The fires resulting from slash and burn spread to surrounding forests as a result of the dry climate. This was the primary cause of the massive wildfires seen in August and September 2019.
But someone has to be "using the match," Ane Alencar, director of science at the Amazon Environmental Research Institute, told DW, adding that there are "no natural fires in the Amazon."
The majority of blame is being cast upon Brazil President Jair Bolsonaro, whose administration has repeatedly announced its commitment to deforestation.
Bolsonaro attempted to enact damage control last year after facing criticism for his handling of the Amazon fires, first implementing a 60-day ban on using fire to clear land in the region. In July, he announced that agricultural burning in the Amazon could not begin until November 2020, the end of the dry season.

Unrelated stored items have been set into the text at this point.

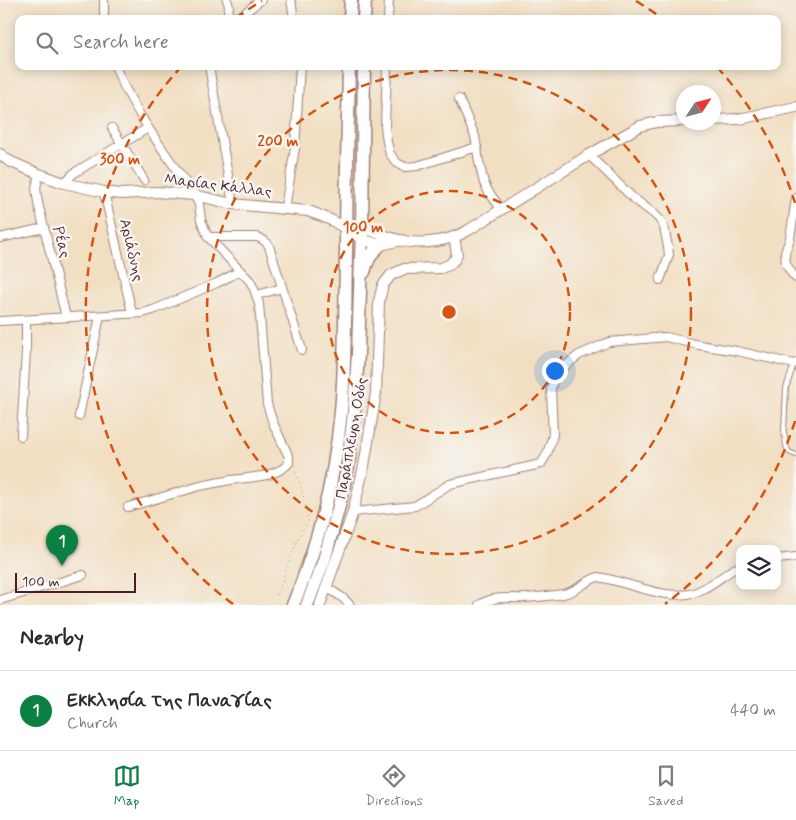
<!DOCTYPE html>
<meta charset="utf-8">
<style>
:root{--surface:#fff;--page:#f7f7f7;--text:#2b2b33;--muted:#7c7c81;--line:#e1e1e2;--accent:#0b8043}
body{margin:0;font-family:Mynerve,sans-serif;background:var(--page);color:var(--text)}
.controls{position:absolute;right:15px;bottom:15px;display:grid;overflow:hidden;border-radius:10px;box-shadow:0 2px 12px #0003}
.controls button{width:45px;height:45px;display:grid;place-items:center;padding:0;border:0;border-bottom:1px solid var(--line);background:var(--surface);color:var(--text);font:25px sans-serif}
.compass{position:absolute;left:676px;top:85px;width:45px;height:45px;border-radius:50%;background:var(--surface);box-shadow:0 2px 12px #0003;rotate:54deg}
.scale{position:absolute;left:15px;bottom:12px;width:121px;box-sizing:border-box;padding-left:5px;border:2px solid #4a1f2b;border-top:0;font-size:14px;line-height:18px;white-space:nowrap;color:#4a1f2b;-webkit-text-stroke:4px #f6f6f2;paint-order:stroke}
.you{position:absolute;left:554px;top:370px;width:18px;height:18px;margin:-12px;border:4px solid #fff;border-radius:50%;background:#1a73e8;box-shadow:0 0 0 8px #1a73e833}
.badge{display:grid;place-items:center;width:32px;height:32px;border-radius:50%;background:var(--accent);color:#fff;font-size:16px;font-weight:700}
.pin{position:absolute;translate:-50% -41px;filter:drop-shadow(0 1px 2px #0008)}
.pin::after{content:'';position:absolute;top:26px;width:18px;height:15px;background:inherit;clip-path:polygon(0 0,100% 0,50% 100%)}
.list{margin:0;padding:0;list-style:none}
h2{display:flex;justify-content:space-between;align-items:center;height:65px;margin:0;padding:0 20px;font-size:21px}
h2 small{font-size:16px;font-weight:400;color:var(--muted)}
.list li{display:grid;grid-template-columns:32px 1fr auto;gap:15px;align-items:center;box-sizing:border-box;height:80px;padding:0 20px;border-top:1px solid var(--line)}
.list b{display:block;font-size:19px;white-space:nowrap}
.list p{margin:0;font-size:16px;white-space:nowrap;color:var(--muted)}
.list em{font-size:16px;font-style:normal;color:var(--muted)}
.icon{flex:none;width:28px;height:28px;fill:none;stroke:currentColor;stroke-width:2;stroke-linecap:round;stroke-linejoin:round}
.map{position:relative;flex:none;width:796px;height:605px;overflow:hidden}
.search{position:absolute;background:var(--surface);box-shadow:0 2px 12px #0003;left:15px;right:15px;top:15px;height:55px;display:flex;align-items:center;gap:12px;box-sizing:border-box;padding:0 18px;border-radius:10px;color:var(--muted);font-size:19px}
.sheet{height:145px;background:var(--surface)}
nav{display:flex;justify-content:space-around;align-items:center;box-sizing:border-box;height:70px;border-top:1px solid var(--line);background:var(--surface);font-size:14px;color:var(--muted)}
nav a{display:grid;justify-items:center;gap:2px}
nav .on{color:var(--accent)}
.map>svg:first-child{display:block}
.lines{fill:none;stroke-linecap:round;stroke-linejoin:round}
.service-casing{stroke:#9e7f76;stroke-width:6}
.minor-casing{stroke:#9e7f76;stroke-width:10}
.tertiary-casing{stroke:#9e7f76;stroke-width:12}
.primary-casing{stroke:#9e7f76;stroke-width:15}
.path{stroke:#9e7f76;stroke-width:1;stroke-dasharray:1 4;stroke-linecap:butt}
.service{stroke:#fff;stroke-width:4}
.minor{stroke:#fff;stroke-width:8}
.tertiary{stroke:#fff;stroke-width:10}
.primary{stroke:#fff;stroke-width:12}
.ring{fill:none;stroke:#d8530f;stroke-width:2.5;stroke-dasharray:9 6}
.labels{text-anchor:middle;stroke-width:5;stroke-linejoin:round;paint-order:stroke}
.street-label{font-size:15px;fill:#4a1f2b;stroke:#f6f6f2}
.centre{fill:#d8530f;stroke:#f6f6f2;stroke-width:2.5}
.ring-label{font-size:15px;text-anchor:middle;font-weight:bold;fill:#d8530f;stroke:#f6f6f2;stroke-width:5;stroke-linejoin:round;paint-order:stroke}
</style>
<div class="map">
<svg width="796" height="605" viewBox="0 0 796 605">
<rect width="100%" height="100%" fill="#f6f6f2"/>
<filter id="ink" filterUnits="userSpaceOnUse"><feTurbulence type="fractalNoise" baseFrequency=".02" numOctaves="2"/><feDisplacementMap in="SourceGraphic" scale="10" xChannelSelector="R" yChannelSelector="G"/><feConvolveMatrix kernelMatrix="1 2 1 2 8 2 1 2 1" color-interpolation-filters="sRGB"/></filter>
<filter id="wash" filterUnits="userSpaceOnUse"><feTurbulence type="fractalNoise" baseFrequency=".0096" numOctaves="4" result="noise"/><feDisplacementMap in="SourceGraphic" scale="20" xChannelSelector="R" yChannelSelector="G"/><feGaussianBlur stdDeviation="1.12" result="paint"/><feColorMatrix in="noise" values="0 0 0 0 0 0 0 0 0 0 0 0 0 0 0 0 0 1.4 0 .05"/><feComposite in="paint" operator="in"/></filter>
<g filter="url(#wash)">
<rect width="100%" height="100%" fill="#f2dfc2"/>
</g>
<g filter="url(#ink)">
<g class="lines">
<defs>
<path id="service" d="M794,364L786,388L784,432L786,446L789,452L796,455"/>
<g id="minor">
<path d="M104,0V19"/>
<path d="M291,0L294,19"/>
<path d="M227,18L229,6L227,0"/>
<path d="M221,19C226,18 232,18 237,17C246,14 253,5 261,0"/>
<path d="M388,19L389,0"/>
<path d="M115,66C134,113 166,153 194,195L199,204L201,220L208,237L250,281L254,289L259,304L267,404L273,423L289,457V463C276,478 249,477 231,480C220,482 210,484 200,486C176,493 152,500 128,507"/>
<path d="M209,66L233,204"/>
<path d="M387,66L385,126L387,142L390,154L397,163L405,167L417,166L477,147"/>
<path d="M459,99L475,136L479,162L484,183L488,191L501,209"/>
<path d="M112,128L144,180"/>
<path d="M589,155L632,197L654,214L660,220L664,227L668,247L669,255L660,280"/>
<path d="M39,174L36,188L38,203L66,317"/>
<path d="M64,183L74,173L148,128"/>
<path d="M104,192L132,313"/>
<path d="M796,198L790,239L785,252L786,264L793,275L796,278"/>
<path d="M285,208L295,148L300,66"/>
<path d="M208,237H257C263,239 266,241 269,246L302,350"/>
<path d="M0,238L44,228"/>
<path d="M257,295L282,288"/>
<path d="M0,321L143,313L153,310L217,283L240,271"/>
<path d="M79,416L100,316"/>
<path d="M21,436L26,351V320"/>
<path d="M353,512L415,506L450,484L541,464L547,454L553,435L551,389L554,377L560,370L579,355L609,342L666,337L699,345L737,351L794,364L796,363"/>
<path d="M777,559L796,557"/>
<path d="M326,587L343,598L350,605"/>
<path d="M0,600L83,575"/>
<path d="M479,605C495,595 507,599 525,598C537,597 551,596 563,594C579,591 584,581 598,577C626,581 665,601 693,593C706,590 722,576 734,569L740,567"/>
</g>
<g id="tertiary">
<path d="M714,120L739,119L796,107"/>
<path d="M0,154L9,161L39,174L64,183L104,192L121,194L157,192L194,195L233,204L308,211L319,215L333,221L362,239L380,245L402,240"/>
<path d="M356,228L362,227C375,232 389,238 403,241C423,245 449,241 467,231L589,155L640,126L657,122L684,121"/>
<path d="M320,605L353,512L364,466L376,393L379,301L383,285L391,275L404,269L441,268L449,265L455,259L457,254L454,237"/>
</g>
<g id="primary">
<path d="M350,19L351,0"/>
<path d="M364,19L365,0"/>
<path d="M364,272C367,260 371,253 380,245"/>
<path d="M293,605C319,543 335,478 341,411C346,358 345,305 346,252C346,190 348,128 349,66"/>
<path d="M307,605L324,560L338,510L348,466L354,412L358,354L362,227L364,66"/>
</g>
</defs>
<use href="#service" class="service-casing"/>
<use href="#minor" class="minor-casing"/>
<use href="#tertiary" class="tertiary-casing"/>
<use href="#primary" class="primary-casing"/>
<path class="path" d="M277,595L298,538L308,521V515L298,477L294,470"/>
<use href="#service" class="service"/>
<use href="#minor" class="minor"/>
<use href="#tertiary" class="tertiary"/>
<use href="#primary" class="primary"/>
</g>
</g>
<g class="ring">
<circle cx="449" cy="312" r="121"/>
<circle cx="449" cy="312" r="242"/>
<path d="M795 421A363 363 0 0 1 665 604M233 604A363 363 0 0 1 181 67M236 18A363 363 0 0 1 262 1M636 1A363 363 0 0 1 662 18M717 67A363 363 0 0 1 795 203"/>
</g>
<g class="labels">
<g class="street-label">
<text transform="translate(218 185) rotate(7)" y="5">Μαρίας Κάλλας</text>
<text transform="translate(62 242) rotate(76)" y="5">Ρέας</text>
<text transform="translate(132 250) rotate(77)" y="5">Αριάδνης</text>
<text transform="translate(351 438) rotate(-80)" y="5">Παράπλευρη Οδός</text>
</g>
</g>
<circle cx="449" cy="312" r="8" class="centre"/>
<g class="ring-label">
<text x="278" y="146">200 m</text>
<text x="120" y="164">300 m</text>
<text x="363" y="232">100 m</text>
</g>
</svg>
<div class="controls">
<button><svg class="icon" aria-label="layers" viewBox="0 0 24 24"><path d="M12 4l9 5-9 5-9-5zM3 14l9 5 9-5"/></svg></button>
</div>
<svg class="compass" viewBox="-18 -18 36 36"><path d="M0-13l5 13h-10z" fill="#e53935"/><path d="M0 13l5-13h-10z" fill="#7c7c81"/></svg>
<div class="scale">100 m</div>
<div class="you"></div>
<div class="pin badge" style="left:62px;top:566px">1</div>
<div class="search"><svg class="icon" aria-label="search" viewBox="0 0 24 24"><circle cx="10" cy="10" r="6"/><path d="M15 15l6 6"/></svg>Search here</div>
</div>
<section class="sheet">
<h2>Nearby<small></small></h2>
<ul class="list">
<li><span class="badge">1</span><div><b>Εκκλησία της Παναγίας</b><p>Church</p></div><em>440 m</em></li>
</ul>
</section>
<nav>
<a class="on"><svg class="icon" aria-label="map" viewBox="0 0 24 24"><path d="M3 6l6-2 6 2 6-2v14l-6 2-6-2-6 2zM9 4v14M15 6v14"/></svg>Map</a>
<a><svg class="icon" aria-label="directions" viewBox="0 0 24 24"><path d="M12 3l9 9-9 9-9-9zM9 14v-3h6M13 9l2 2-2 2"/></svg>Directions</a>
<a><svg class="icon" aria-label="saved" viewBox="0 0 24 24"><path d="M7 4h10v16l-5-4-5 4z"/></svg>Saved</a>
</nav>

During an August 11 meeting with other South American leaders, the president touted his administration's efforts in preventing wildfires, asserting that deforestation had dropped last month by more than 25 percent, compared with July 2019.

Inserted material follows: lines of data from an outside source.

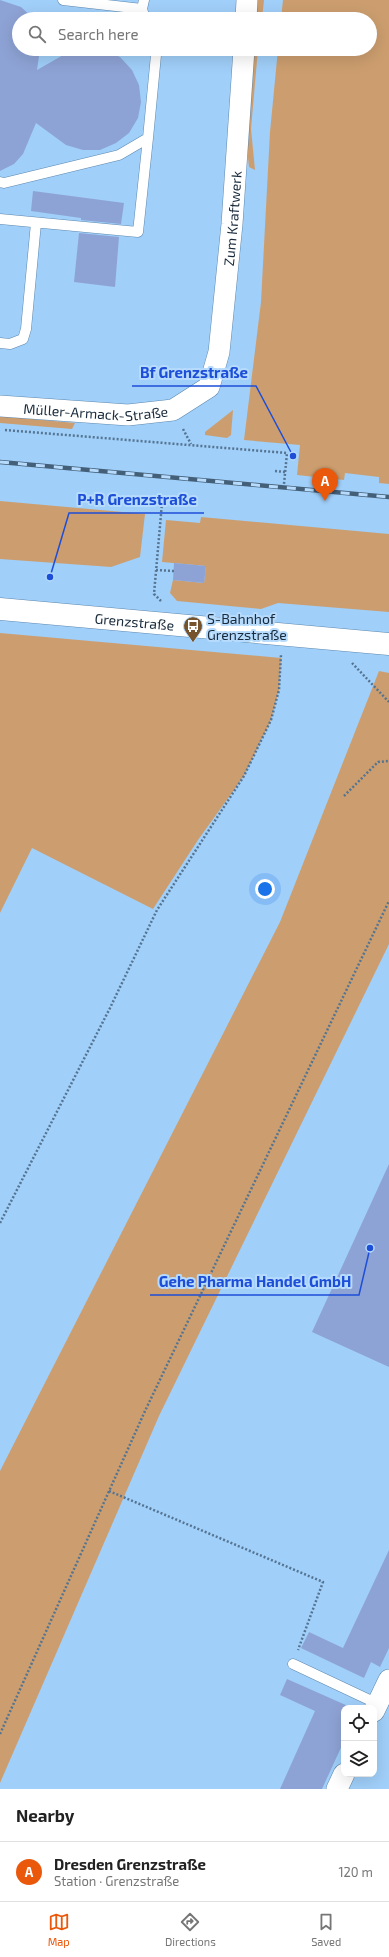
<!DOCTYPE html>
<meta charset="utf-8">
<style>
:root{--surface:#fff;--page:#f6f6f6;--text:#222;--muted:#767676;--line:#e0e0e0;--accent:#ea580c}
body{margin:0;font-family:"Exo 2",sans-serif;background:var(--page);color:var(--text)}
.controls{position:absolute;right:12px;bottom:12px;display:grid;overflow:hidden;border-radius:8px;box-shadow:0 4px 16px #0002}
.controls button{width:36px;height:36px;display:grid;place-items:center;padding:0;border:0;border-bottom:1px solid var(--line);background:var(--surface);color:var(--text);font:20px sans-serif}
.you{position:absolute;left:265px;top:889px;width:14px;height:14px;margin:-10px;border:3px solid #fff;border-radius:50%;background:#1a73e8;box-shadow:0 0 0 6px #1a73e833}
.badge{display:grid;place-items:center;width:26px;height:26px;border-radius:50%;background:var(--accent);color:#fff;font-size:13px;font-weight:700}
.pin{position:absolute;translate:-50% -33px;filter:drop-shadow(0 1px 2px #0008)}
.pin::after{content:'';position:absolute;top:21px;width:14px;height:12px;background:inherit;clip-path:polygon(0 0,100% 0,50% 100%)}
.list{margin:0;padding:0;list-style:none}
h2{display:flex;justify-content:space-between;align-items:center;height:52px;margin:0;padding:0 16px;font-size:17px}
h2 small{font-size:13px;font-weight:400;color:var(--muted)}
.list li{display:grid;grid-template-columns:26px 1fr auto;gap:12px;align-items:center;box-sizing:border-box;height:60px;padding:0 16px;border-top:1px solid var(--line)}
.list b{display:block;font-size:15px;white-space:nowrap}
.list p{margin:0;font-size:13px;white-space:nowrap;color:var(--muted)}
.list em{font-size:13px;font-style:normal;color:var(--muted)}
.icon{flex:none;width:22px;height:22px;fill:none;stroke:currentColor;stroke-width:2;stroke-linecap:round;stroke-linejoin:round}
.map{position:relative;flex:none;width:389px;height:1789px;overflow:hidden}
.search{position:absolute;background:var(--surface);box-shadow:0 4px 16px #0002;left:12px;right:12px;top:12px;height:44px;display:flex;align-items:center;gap:10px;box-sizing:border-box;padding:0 14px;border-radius:22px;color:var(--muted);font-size:15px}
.sheet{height:112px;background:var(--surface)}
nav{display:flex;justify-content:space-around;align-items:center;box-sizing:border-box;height:56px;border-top:1px solid var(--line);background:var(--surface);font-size:11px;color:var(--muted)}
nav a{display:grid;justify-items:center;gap:2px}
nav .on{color:var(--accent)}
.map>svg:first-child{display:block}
.green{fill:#cc9e6f}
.building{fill:#8ea3d5}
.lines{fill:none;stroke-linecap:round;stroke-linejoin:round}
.service-casing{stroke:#5c88af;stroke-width:11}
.minor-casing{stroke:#5c88af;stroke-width:22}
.secondary-casing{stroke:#5c88af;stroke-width:23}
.path{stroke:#557491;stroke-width:2.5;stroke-dasharray:2 2;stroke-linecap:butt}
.service{stroke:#fff;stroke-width:10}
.minor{stroke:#fff;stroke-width:21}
.secondary{stroke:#fff;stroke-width:22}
.rail-casing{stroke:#445f78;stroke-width:4.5}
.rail{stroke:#b6dbfd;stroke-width:3;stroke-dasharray:9;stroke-linecap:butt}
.labels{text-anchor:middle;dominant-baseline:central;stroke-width:4;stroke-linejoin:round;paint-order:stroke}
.street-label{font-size:14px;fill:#182a3b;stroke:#b6dbfd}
.poi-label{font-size:14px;fill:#182a3b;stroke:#b6dbfd;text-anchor:start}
.leader{fill:none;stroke:#1d4ed8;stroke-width:1.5}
.callout-dot{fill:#1d4ed8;stroke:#b6dbfd;stroke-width:1.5}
.callout-label{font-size:15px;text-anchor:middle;font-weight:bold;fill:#1d4ed8;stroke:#b6dbfd;stroke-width:4;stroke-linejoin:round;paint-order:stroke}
</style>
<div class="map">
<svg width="389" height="1789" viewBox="0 0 389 1789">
<rect width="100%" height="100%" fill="#a0cff9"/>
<path class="green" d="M 258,0 L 264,0 L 262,19 L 256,19 Z
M 283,0 L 389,0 L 389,484 L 379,483 L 379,477 L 345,473 L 344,480 L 297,475 L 300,445 L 244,440 L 261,302 L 270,132 L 278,49 L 370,49 L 370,19 L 281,19 Z
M 252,49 L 258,49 L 251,129 L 255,170 L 249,167 L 245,129 Z
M 233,410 L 231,435 L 227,438 L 205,435 L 205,432 Z
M 0,416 L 75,423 L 72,429 L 0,423 Z
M 0,501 L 145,514 L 140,557 L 111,567 L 0,559 Z
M 201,517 L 389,534 L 389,612 L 278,603 L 261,609 L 177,601 L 170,593 L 173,580 L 204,583 L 206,566 L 162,562 L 166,520 L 200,523 Z
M 0,633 L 281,658 L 279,690 L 271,720 L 244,776 L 198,840 L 153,909 L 32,848 L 0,913 Z
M 379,671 L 389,673 L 389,944 L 159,1416 L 0,1783 L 0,1471 L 280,922 Z"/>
<path class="building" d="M 0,0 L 21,7 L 34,19 L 19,19 L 19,49 L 40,49 L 37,70 L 72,50 L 78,49 L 105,50 L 120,57 L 132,70 L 139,85 L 141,102 L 138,118 L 129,133 L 116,143 L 100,150 L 83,150 L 66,145 L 36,123 L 23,154 L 14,164 L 0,171 Z
M 33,191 L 124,203 L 121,224 L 81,220 L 81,218 L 31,211 Z
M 79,233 L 119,237 L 115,287 L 74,282 Z
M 174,563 L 206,566 L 204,583 L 173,580 Z
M 389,1164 L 389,1367 L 312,1332 Z
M 389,1550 L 389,1648 L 380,1667 L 371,1662 L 364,1678 L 301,1648 L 309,1632 L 343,1648 Z
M 287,1679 L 348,1706 L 344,1708 L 344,1741 L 322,1789 L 280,1789 L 315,1711 L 280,1695 Z"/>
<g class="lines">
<defs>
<path id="service" d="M 63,0 L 142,9
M 144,0 L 142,9 L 145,19
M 0,182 L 4,183 L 119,155 L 148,138 L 156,55 L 154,49
M 0,219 L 138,232 L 148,138
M 0,343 L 10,344 L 23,339 L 26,329 L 36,223
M 293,1664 L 378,1704"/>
<g id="minor">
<path d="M 246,19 L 247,0"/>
<path id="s1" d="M 0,406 L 128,415 L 173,410 L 209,387 L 219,352 L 232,224 L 244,49"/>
<path d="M 374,1711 L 389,1680"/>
<path d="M 337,1789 L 344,1774"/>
</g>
<g id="secondary">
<path id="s2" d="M 0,609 L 389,644"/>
</g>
</defs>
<use href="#service" class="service-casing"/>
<use href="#minor" class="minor-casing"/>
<use href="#secondary" class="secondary-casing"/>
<path class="path" d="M 183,429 L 191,444
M 5,430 L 287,453 L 284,484
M 275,471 L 285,472
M 156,570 L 174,571
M 161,601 L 154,594 L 162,503
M 352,663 L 389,702
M 344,796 L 378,762 L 389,761
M 0,1223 L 110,1008 L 157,910 L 244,776 L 271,720 L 279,690 L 281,655
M 109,1491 L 323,1582 L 298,1650
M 0,1734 L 145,1411 L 389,901"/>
<use href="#service" class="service"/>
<use href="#minor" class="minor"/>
<use href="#secondary" class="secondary"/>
<defs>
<path id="rail" d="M 0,462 L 389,497"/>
</defs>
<use href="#rail" class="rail-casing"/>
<use href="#rail" class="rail"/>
</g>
<defs>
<symbol id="bus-pin" viewBox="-11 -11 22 30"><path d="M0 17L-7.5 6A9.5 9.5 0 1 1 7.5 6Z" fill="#77532d" stroke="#b6dbfd"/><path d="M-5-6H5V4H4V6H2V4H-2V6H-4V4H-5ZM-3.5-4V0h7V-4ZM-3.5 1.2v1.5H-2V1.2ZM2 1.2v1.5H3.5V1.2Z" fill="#fff"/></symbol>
</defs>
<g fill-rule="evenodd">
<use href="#bus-pin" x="182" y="615" width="22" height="30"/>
</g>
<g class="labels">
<g class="street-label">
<text stroke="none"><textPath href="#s1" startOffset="387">Zum Kraftwerk</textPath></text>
<text stroke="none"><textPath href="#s1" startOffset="96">Müller-Armack-Straße</textPath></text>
<text stroke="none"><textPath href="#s2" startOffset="135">Grenzstraße</textPath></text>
</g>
<g class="poi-label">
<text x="207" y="618">S-Bahnhof<tspan x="207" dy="16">Grenzstraße</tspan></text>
</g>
</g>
<path class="leader" d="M293 456L256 386H132M50 577L69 513H204M370 1248L359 1295H150"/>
<g class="callout-dot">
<circle cx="293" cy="456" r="4"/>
<circle cx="50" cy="577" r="4"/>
<circle cx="370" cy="1248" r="4"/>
</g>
<g class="callout-label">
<text x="194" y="378">Bf Grenzstraße</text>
<text x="137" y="505">P+R Grenzstraße</text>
<text x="255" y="1287">Gehe Pharma Handel GmbH</text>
</g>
</svg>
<div class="controls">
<button><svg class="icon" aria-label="locate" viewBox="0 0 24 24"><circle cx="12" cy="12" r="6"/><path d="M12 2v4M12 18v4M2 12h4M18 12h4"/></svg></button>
<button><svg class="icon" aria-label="layers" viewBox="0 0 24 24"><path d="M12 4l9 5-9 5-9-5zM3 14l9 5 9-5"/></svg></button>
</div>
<div class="you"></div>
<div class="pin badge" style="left:325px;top:501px">A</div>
<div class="search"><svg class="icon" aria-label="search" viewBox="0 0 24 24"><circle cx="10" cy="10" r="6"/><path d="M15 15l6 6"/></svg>Search here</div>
</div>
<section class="sheet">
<h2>Nearby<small></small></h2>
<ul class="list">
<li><span class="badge">A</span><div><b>Dresden Grenzstraße</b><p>Station · Grenzstraße</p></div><em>120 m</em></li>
</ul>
</section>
<nav>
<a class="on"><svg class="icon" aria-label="map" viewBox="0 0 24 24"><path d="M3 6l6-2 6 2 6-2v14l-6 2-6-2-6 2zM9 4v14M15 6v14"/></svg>Map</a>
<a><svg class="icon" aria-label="directions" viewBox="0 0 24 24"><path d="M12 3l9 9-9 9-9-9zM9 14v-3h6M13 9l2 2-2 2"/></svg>Directions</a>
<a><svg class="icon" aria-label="saved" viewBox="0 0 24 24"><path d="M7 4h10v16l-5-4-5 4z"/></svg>Saved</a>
</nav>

"We are making big, enormous efforts to fight fires and deforestation, but even so, we are criticized," Bolsonaro told members of the Leticia Pact, which was formed last year among Amazon countries in an effort to protect the rain forest.
But INPE data shows that the region's deforestation increased in the first six months of 2020 by 25 percent, with at least 1,200 square miles of forest being cut down by June. And the number of fires detected so far this year is already higher than the same period last year, Alencar told DW.
"For this fire season, it seems that we lost the battle against deforestation," she said. "We had two days, July 30 and August 1...with more than 1,000 hot pixels, which are a measurement of fire activity in the region. And those were very high for that period."
Bolsonaro argued during the meeting last week that this data was false.
"Tropical rain forest doesn't catch fire. So this story that the Amazon is burning is a lie, and we have to fight it with real numbers," he said. He told Leticia Pact members they wouldn't find "any spot of fire" if they were to fly over the rain forest.
Experts dispute this claim as well. While the rain forest could appear untouched if viewed from above, wildfires are still burning through vegetation growing beneath the forest's canopy, threatening 40 to 50 percent of all trees.
"A considerable part of the Amazon forest has been consecutively degraded, and it's invisible to our eyes," Alencar told DW.
When this undergrowth is wiped out, the forest becomes even more vulnerable to wildfires. During the end of this dry season, the new fires are even more of a threat to areas damaged by last year's wildfires, which could permanently change the Amazon's vital landscape.
Newsweek contacted the INPE and Bolsonaro's administration for comments but did not hear back in time for publication.